好题!
考虑如何更简洁地描述 \(\sum\limits_{i = 1}^n \sum\limits_{j = i + 1}^n [P_i > P_j] (j - i)\)。拆贡献,设 \(f_i = \sum\limits_{j = 1}^{i - 1} [P_j > P_i] - \sum\limits_{j = i + 1}^n [P_j < P_i]\),所求即为 \(\sum\limits_{i = 1}^n i \times f_i\)。注意到交换 \(i, i + 1\),\(f_i\) 无论如何都增加 \(1\),\(f_{i + 1}\) 无论如何都减少 \(1\)。并且 \(f_1 = 1 - P_1\)。可得 \(f_i = i - P_i\)。因此所求即为 \(\sum\limits_{i = 1}^n i \times (i - P_i) = \sum\limits_{i = 1}^n i^2 - \sum\limits_{i = 1}^n i \times P_i\)。

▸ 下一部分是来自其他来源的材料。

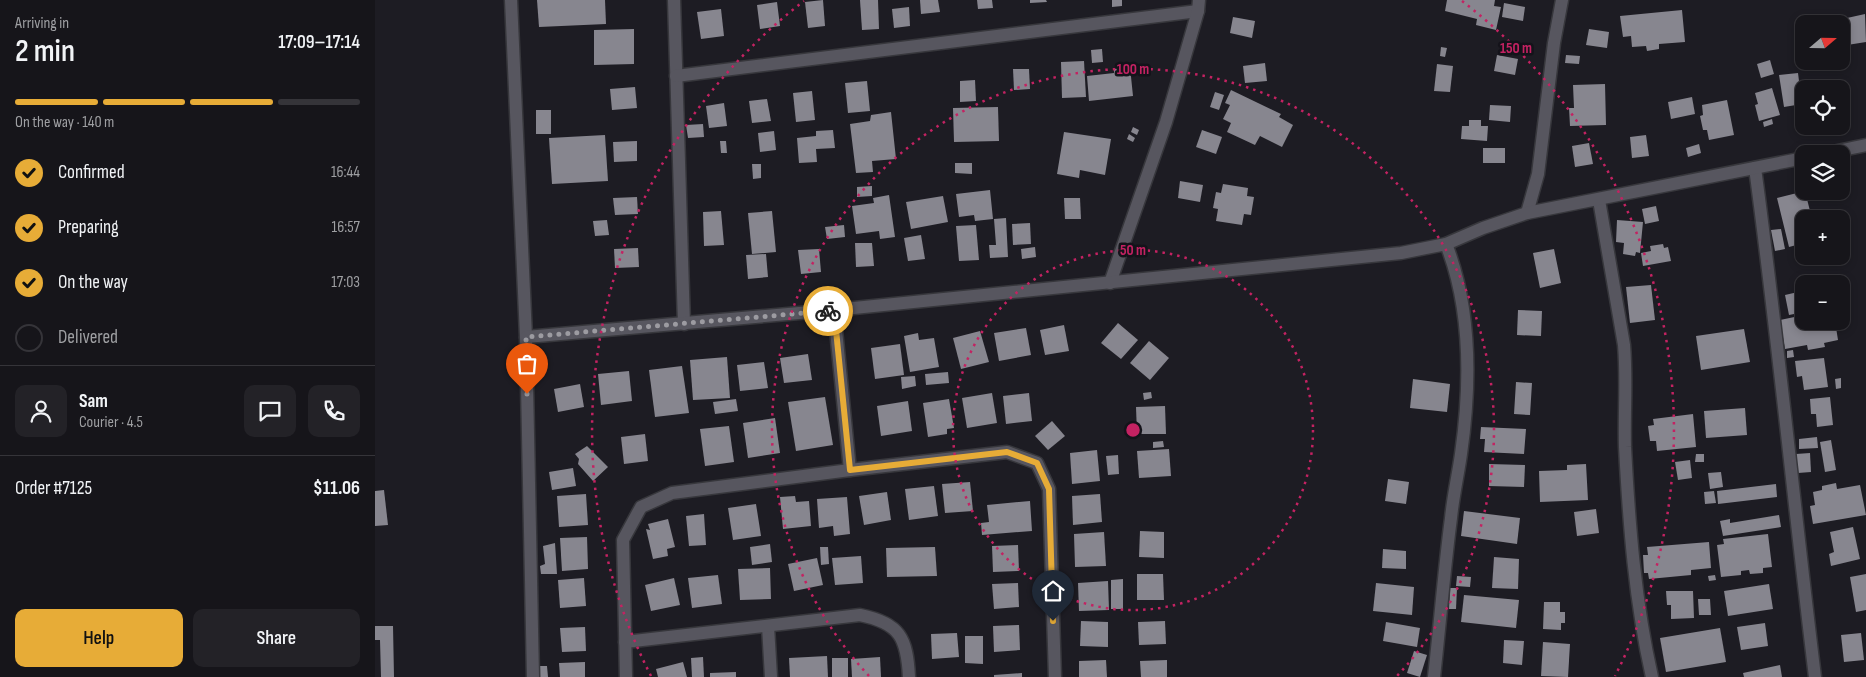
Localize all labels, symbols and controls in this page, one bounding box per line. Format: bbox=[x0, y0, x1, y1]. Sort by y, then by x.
text: Arriving in bbox=[15, 14, 69, 33]
north arrow bbox=[1795, 15, 1850, 70]
map controls bbox=[1795, 15, 1850, 330]
text: 17:09–17:14 bbox=[278, 31, 360, 54]
text: 2 min bbox=[15, 32, 75, 71]
text: 150 m bbox=[1500, 39, 1532, 58]
text: 100 m bbox=[1117, 60, 1149, 79]
button: locate bbox=[1795, 80, 1850, 135]
text: On the way · 140 m bbox=[15, 113, 114, 132]
button: layers bbox=[1795, 145, 1850, 200]
icon: check bbox=[15, 159, 43, 187]
text: Confirmed bbox=[58, 161, 125, 184]
text: 16:44 bbox=[331, 163, 360, 182]
button: + bbox=[1795, 210, 1850, 265]
icon: check bbox=[15, 214, 43, 242]
text: Preparing bbox=[58, 216, 119, 239]
text: 16:57 bbox=[332, 218, 360, 237]
text: 50 m bbox=[1120, 241, 1146, 260]
icon: check bbox=[15, 269, 43, 297]
text: On the way bbox=[58, 271, 128, 294]
text: 17:03 bbox=[331, 273, 360, 292]
button: − bbox=[1795, 275, 1850, 330]
courier bbox=[803, 286, 853, 336]
icon: bike bbox=[814, 297, 842, 325]
text: Delivered bbox=[58, 326, 118, 349]
pin bbox=[506, 343, 548, 394]
icon: bag bbox=[513, 350, 541, 378]
button: person bbox=[15, 385, 67, 437]
button: chat bbox=[244, 385, 296, 437]
button: phone bbox=[308, 385, 360, 437]
text: Sam bbox=[79, 390, 108, 413]
text: Courier · 4.5 bbox=[79, 413, 143, 432]
centre of rings bbox=[1124, 421, 1142, 439]
text: Order #7125 bbox=[15, 477, 92, 500]
text: $11.06 bbox=[313, 477, 360, 500]
pin bbox=[1032, 570, 1074, 621]
icon: home bbox=[1039, 577, 1067, 605]
button: Help bbox=[15, 609, 183, 667]
button: Share bbox=[193, 609, 360, 667]

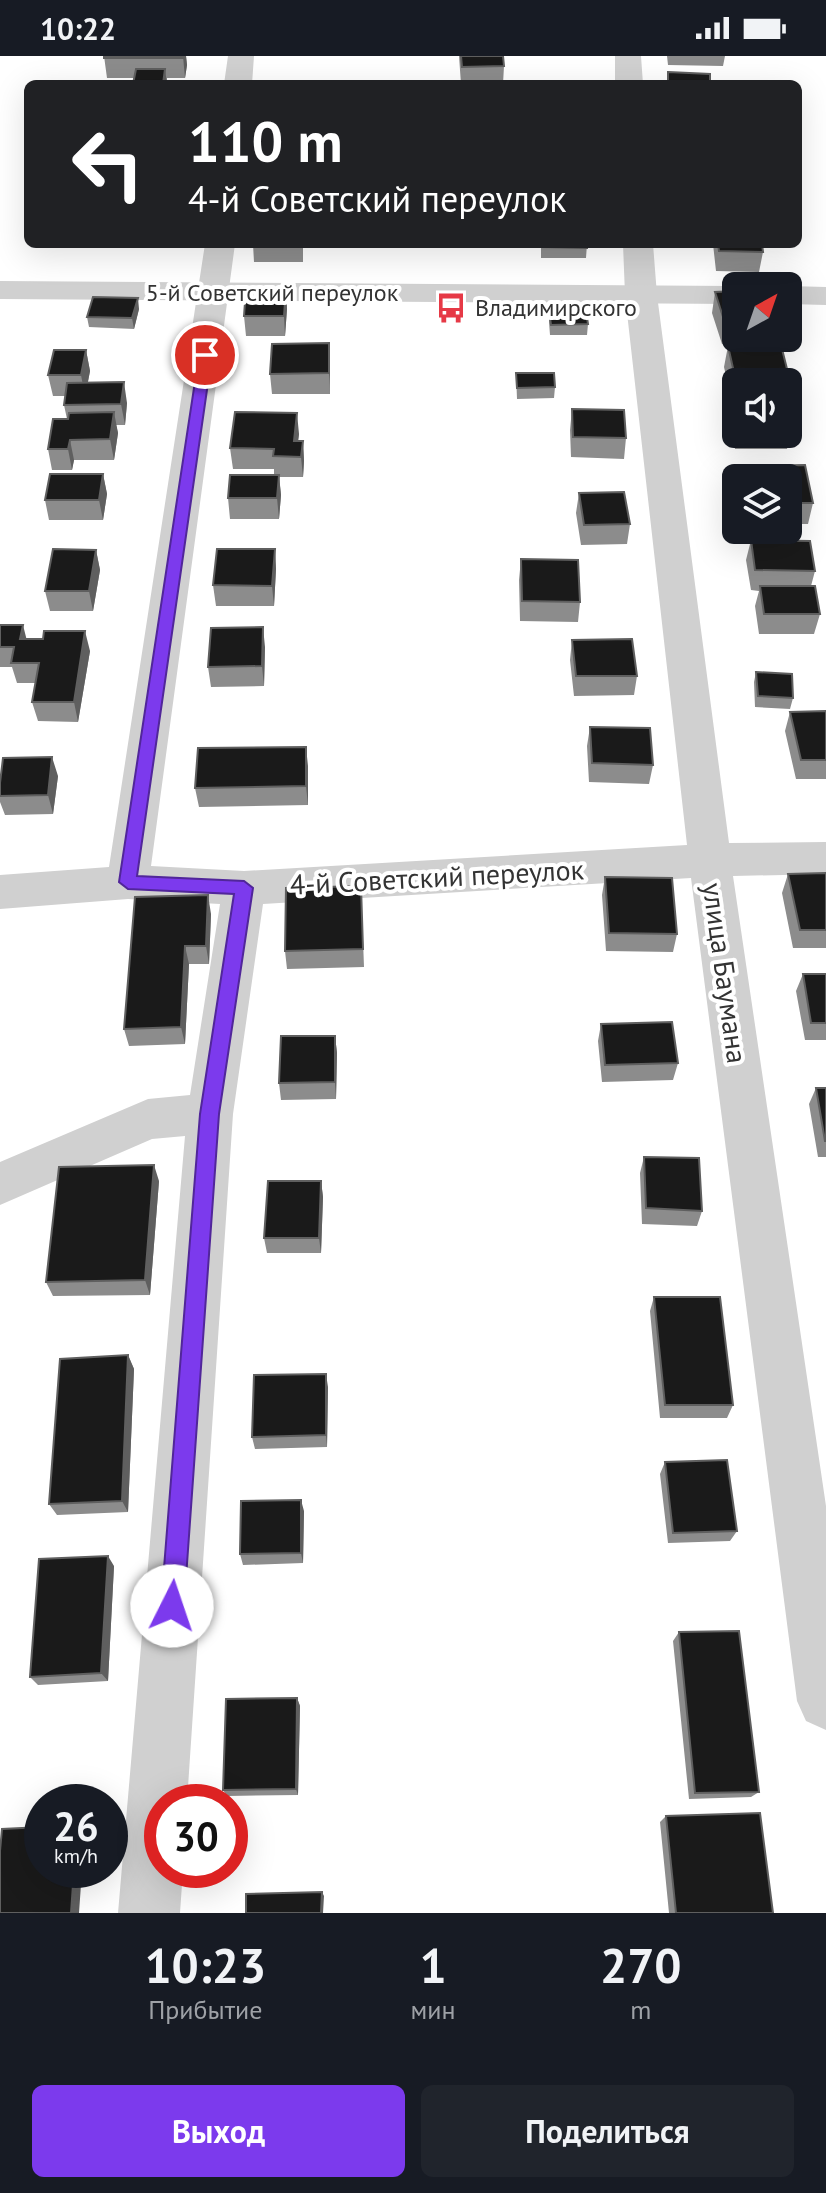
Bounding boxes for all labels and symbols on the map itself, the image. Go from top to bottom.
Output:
north arrow [722,272,802,352]
street label: 5-й Советский переулок [146,277,399,308]
bus stop icon: Владимирского [434,291,468,325]
place label: Владимирского [475,292,637,323]
pin [171,321,239,389]
street label: 4-й Советский переулок [289,850,586,903]
street label: улица Баумана [695,880,756,1066]
position arrow [130,1564,214,1648]
speed limit sign: 30 [144,1784,248,1888]

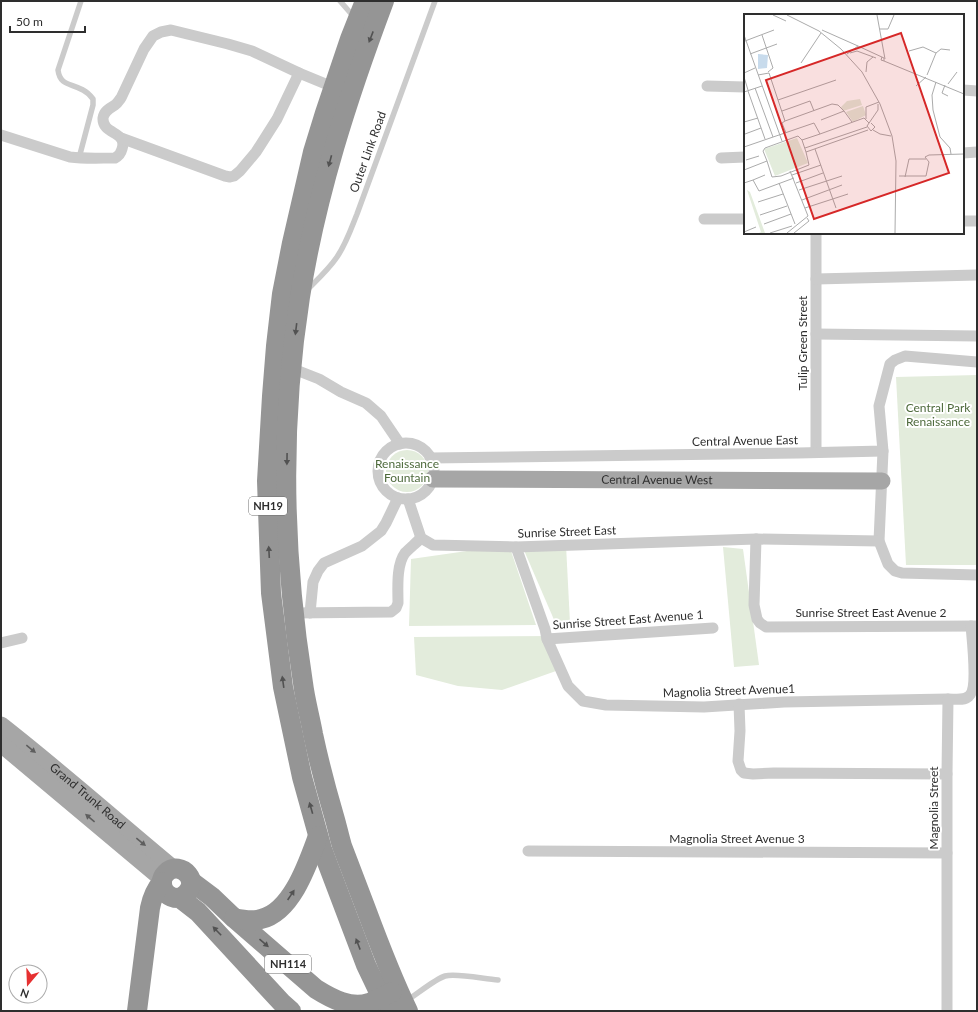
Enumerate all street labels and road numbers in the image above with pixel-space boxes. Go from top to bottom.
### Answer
street label: Outer Link Road [346,109,389,195]
street label: Tulip Green Street [795,295,810,390]
street label: Central Avenue East [692,432,799,449]
street label: Central Avenue West [601,472,713,487]
road number: NH19 [249,497,287,515]
street label: Sunrise Street East [517,522,617,541]
street label: Sunrise Street East Avenue 2 [795,605,947,620]
street label: Sunrise Street East Avenue 1 [552,607,704,632]
street label: Magnolia Street Avenue1 [663,681,795,700]
street label: Grand Trunk Road [47,759,129,832]
street label: Magnolia Street [926,766,941,850]
street label: Magnolia Street Avenue 3 [669,831,805,846]
road number: NH114 [265,955,311,973]

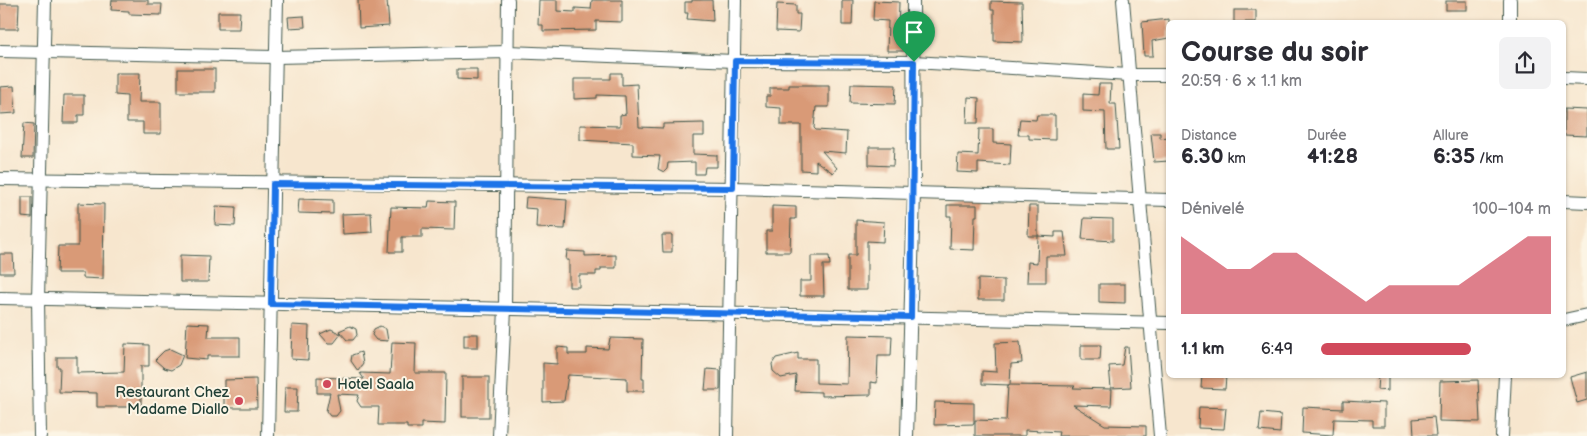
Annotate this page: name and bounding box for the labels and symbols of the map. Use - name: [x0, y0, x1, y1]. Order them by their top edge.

设 \(Q_{P_i} = i\),后面项可转化成 \(\sum\limits_{i = 1}^n i \times Q_i\)。不妨计数转期望,计算 \(\sum\limits_{i = 1}^n i \times E(Q_i)\)。注意到,如果 \(Q_i\) 至少被操作 \(1\) 次,那么最后到达 \(j\) 和 \(n - j + 1\) 的概率是相等的。因为位置 \(i\) 被换到位置 \(j\) 的方案数是 \(\min\{i, j, n - i + 1, n - j + 1\}\)。所以如果 \(Q_i\) 至少被操作了 \(1\) 次,\(E(Q_i) = \frac{n + 1}{2}\)。
剩下的部分是平凡的。算出 \(m\) 次操作均不包含 \(Q_i\) 的概率即可。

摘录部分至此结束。